Today, the Appropriations Committee — chaired by Rep. Hal Rogers (R-KY) — released the specific cuts that House Republicans are proposing to get below Ryan’s cap. Of course, the cuts consist of reductions to common GOP bogeymen like the National Endowment for the Arts and Amtrak. But the House Republicans have a preoccupation with cutting programs that affect women and their babies. For instance, the GOP proposed:
– Cutting $758 million from the Special Supplemental Nutrition Program for Women, Infants, and Children (WIC), which amounts to about a 6 percent cut to a program providing food assistance to low-income women and their infants.The House Republicans second-largest cut is to community health centers ($1.1 billion). In 2008, about one-third of community health center patients were children.
– Cutting $210 million from Maternal and Child Health Block Grants, which amounts to about a 33 percent cut in a program giving low-income pregnant women, mothers and their children access to health care.
– Cutting $27 million from the Poison Control Center, which would essentially eliminate a program supporting local poison control centers and funding a hotline directing residents to their local poison control office.

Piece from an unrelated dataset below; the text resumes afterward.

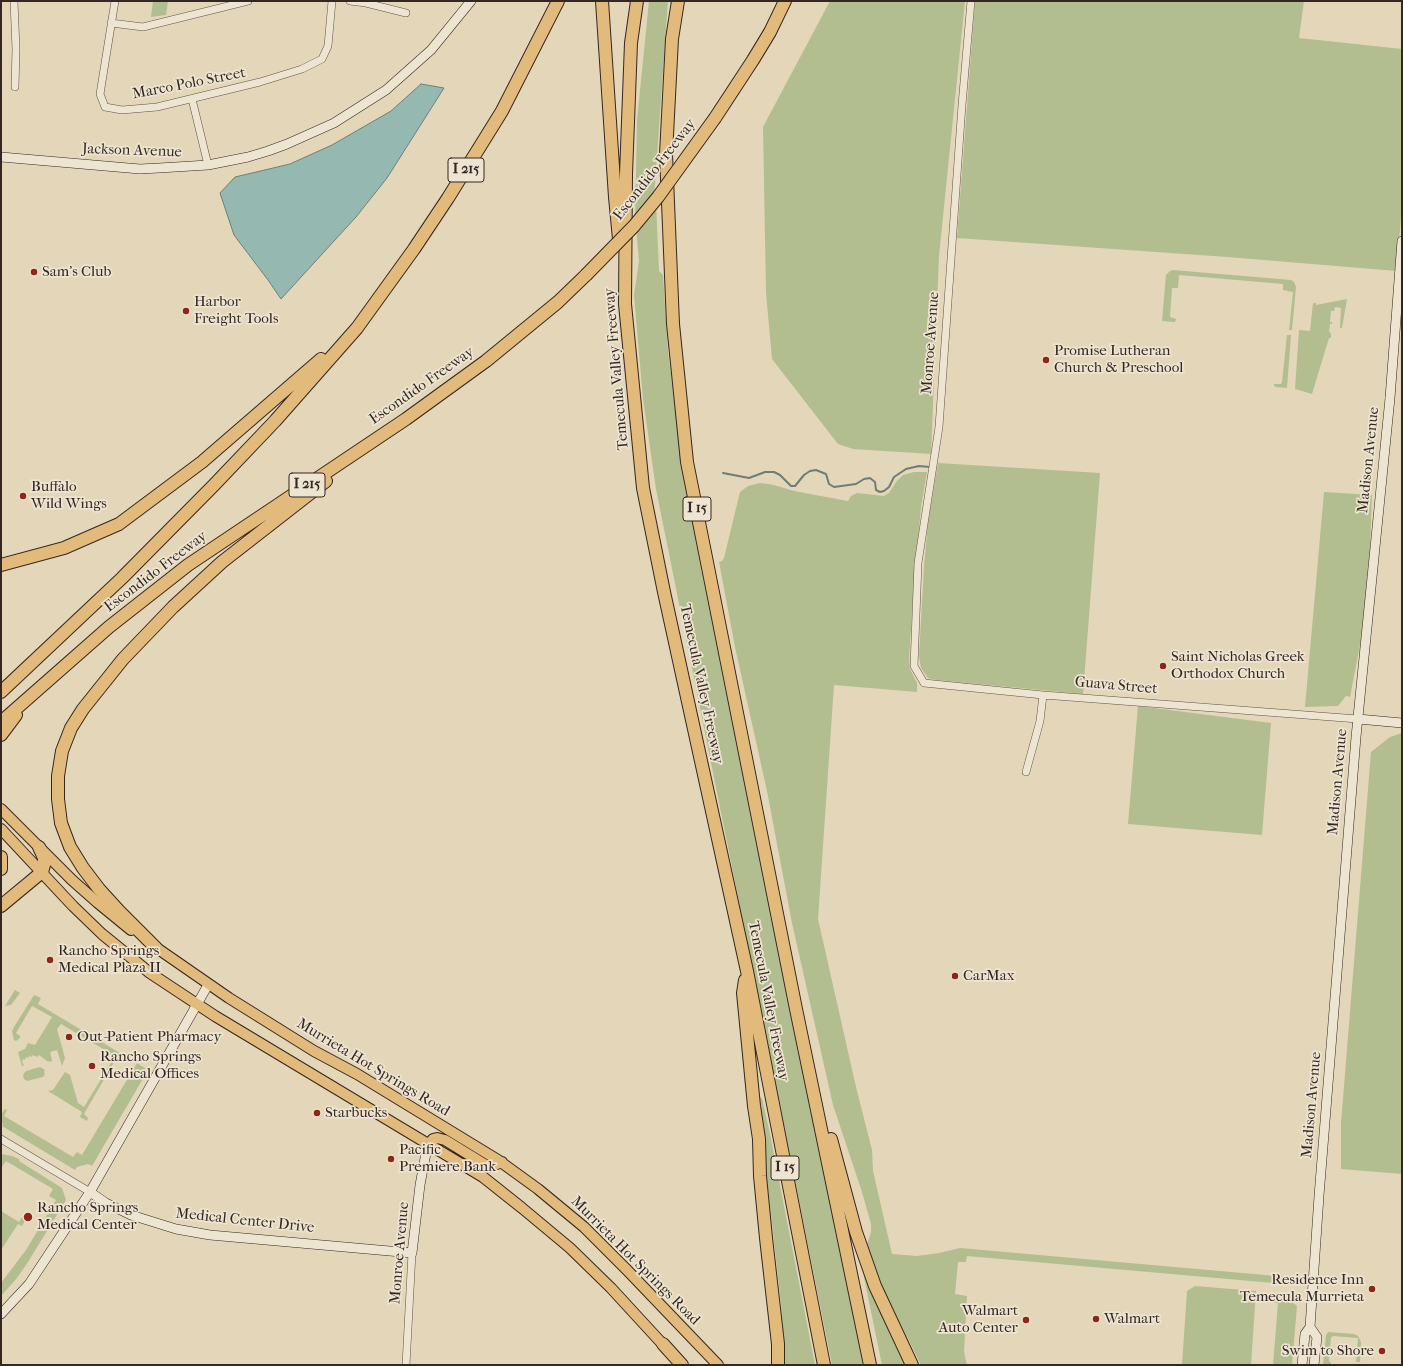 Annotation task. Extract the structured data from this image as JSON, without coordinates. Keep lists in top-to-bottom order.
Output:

Poisoning disproportionately affects children, with half the exposures at the National Poison Control Center last year occurring to children younger than six.
In the grand scheme of deficit reduction, these cuts will do absolutely nothing, but they will have extremely detrimental effects for those who depend upon the targeted programs. This shows the folly of the GOP’s approach to budgeting, which leaves huge parts of the federal budget immune to cuts (like the Pentagon), while taking an axe to non-defense discretionary spending. These cuts outlined above total about $1 billion, while simply retiring (and not replacing) one carrier battle group and its aircraft wing would save $1.5 billion.
“Make no mistake, these cuts are not low-hanging fruit,” Rogers said in the statement. “These cuts are real and will impact every District across the country — including my own.” While they may impact every district, they certainly don’t spread the pain equally.